DA_06JUL09

Attending: Michael D, Pam, Doug, Karla, Nirav, Sheldon, Damian, Tina-notes

Start: 10:04 AM MST

Working Group Organization/Goals: This is the first organizational meeting of Data Assembly Working Group (DAWG); Doug is designated lead of the DAWG. Goal is to assemble people who will do analysis of the data. One possibility is to go to Genbank and download sequences, which is what Alexis is already doing. But this effort is to get botanists/people who generate data, get them engaged and working together to fill gaps, flesh out the data. Making sure everyone is aware of the potential so that people will cash in on the tools being developed, coordinating proposals, etc.

Question: How do we leverage iPlant and NSF to fund proposals that will fill in the gaps? Pam’s understanding is that NSF is going to be very supportive of projects that will use iPlant infrastructure.

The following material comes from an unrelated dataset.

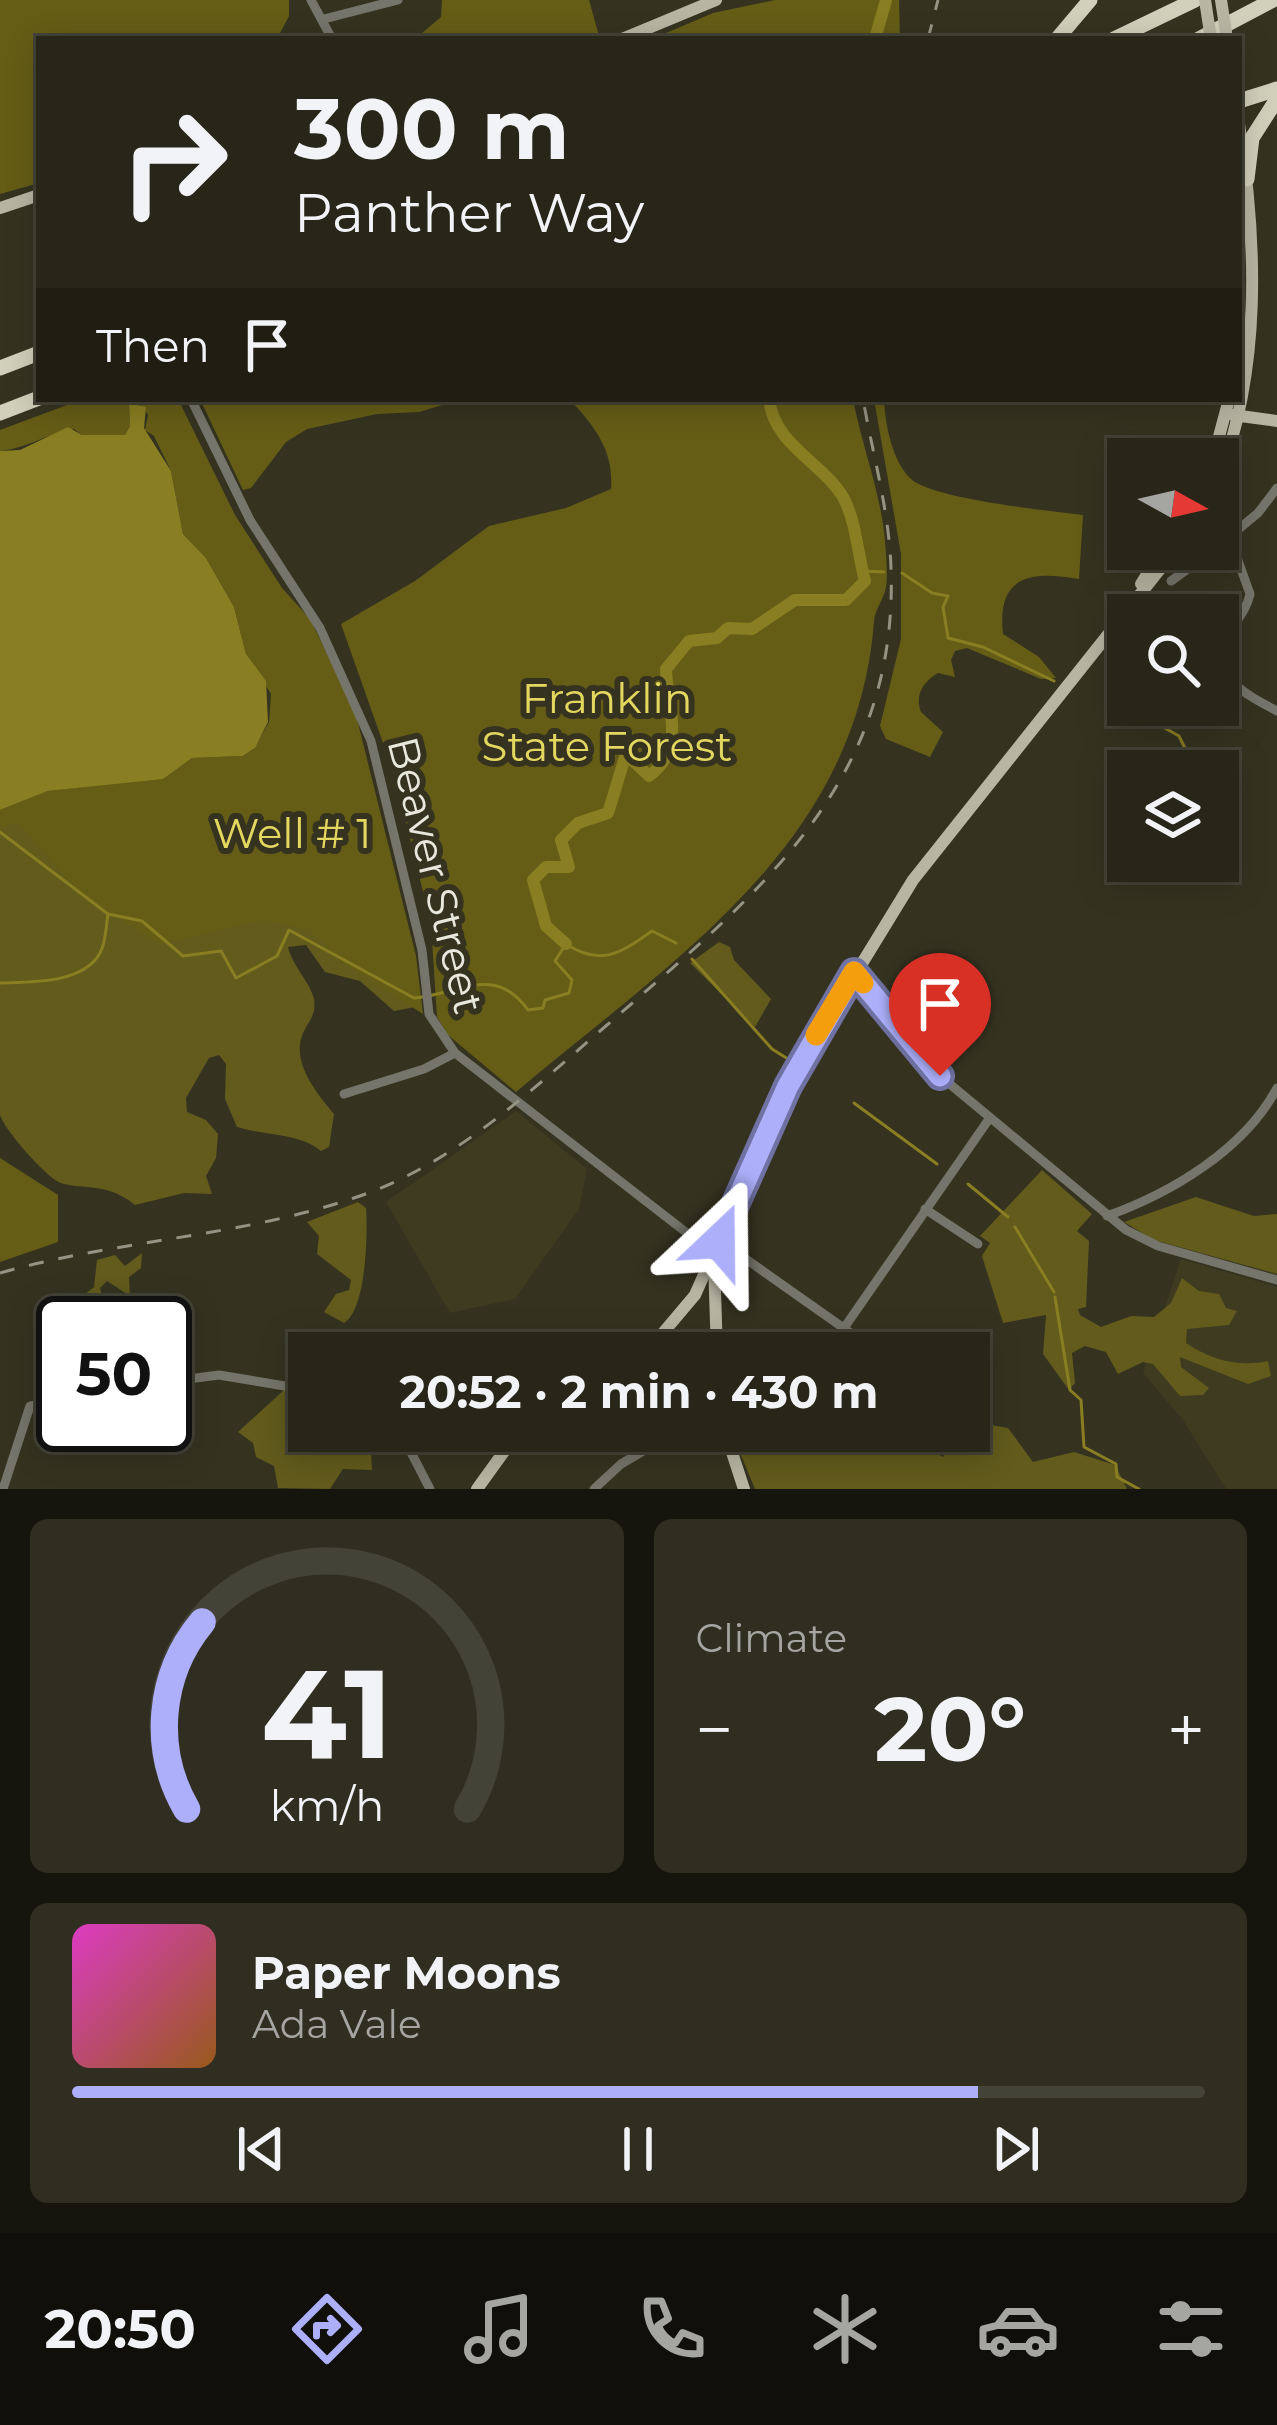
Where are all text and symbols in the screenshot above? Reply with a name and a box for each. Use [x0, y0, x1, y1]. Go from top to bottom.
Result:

Karla confirmed this is correct.

The other iPTOL WGs are one sort of thing, but DAWG is where iPTOL meets the rest of the phylogeny/botanical community. For any iPlant project, it’s key to involve the community, and so this DAWG is where that can occur.

To summarize the DAWG’s goals – two fold purpose – first is data acquisition and second is community engagement and outreach.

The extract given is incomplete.